Records from a data source:
────────────────

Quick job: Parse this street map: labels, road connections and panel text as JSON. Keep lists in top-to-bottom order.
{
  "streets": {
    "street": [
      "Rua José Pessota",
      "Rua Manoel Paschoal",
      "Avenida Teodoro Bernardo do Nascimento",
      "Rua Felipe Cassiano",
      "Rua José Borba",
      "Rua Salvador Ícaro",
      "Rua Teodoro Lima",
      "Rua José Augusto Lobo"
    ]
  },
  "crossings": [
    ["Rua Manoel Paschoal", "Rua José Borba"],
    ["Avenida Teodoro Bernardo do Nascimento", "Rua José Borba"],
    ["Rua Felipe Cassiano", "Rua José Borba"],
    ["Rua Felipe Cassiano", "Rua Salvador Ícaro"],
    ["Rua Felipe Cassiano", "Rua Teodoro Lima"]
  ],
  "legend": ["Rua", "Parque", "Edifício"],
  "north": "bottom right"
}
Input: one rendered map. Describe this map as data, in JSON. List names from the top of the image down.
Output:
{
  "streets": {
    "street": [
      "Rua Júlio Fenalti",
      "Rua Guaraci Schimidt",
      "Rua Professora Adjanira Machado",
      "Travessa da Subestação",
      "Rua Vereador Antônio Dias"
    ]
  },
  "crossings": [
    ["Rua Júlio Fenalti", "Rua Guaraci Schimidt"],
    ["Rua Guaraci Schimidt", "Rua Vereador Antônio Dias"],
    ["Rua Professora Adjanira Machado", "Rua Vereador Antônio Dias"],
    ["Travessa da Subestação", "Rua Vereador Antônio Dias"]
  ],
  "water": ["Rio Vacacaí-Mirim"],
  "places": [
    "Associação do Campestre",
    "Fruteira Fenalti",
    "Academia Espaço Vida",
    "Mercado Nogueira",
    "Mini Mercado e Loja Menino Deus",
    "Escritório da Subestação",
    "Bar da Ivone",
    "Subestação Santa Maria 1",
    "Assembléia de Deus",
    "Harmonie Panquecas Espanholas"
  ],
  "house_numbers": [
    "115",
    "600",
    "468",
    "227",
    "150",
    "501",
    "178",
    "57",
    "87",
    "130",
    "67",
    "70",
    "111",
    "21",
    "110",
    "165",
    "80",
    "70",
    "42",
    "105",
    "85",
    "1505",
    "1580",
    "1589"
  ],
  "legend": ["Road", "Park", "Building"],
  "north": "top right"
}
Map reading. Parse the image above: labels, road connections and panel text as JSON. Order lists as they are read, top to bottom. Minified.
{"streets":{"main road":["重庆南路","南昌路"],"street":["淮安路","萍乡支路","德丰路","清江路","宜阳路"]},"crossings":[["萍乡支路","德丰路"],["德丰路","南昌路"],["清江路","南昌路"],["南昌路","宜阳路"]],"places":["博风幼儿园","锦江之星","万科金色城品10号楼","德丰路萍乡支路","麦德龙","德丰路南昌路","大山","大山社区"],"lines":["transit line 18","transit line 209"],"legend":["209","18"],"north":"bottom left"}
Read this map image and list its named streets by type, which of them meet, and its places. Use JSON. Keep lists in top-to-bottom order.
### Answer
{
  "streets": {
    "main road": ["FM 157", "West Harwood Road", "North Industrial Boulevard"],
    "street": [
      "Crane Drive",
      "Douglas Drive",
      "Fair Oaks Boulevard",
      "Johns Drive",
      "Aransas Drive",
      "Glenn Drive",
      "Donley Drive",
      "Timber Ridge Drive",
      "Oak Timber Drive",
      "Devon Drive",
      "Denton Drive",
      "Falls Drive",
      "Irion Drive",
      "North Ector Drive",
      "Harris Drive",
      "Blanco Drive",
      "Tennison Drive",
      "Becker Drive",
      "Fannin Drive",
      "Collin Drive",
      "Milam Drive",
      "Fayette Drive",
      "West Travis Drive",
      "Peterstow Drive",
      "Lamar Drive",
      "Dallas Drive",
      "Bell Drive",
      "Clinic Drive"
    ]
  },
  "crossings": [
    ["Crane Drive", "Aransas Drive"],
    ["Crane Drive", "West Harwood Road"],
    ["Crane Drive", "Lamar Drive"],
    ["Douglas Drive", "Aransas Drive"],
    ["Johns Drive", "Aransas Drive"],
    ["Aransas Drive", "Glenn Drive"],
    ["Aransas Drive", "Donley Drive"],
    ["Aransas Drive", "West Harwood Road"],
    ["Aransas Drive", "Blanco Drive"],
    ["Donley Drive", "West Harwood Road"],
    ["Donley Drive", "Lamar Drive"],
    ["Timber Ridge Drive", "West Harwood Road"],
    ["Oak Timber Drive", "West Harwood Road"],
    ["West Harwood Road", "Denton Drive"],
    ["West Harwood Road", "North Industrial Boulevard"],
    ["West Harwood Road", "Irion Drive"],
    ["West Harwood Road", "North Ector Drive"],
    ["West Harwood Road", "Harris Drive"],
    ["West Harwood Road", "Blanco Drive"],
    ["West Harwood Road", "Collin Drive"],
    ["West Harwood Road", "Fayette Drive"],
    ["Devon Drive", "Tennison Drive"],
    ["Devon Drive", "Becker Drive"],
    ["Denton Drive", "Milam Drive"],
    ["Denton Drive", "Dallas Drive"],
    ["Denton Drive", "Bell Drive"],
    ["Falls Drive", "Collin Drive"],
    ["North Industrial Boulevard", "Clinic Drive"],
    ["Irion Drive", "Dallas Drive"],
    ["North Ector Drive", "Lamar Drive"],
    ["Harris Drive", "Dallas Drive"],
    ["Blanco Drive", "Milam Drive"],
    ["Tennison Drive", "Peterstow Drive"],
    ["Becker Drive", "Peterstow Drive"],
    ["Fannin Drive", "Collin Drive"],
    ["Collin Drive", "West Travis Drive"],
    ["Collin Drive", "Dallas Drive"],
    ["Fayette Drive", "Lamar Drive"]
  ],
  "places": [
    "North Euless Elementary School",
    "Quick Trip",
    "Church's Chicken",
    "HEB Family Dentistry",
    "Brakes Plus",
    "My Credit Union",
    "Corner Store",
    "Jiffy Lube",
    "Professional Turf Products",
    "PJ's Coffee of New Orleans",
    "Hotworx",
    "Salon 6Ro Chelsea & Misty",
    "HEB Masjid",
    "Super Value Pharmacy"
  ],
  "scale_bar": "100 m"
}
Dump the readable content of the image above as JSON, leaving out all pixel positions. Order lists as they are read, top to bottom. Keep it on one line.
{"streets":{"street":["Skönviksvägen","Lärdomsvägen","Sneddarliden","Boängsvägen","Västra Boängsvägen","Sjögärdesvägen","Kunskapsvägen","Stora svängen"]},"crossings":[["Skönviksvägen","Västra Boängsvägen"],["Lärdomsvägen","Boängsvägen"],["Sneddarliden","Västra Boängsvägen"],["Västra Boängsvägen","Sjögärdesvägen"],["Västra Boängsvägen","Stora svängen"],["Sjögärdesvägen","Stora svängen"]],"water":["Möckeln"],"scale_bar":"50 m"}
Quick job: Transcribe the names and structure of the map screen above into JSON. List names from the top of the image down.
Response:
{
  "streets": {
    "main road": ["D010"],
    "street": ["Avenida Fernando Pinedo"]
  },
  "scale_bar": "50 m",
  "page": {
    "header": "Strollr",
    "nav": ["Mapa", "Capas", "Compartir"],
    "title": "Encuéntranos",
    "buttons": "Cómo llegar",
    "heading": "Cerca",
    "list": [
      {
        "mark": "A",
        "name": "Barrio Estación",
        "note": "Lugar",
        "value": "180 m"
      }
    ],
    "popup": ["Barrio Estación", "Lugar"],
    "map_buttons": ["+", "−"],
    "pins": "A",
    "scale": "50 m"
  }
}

────────────────

• _What the task requires_
Report every line in the data above in which the word "Deus" appears.

• _Reply_
    "Mini Mercado e Loja Menino Deus",
    "Assembléia de Deus",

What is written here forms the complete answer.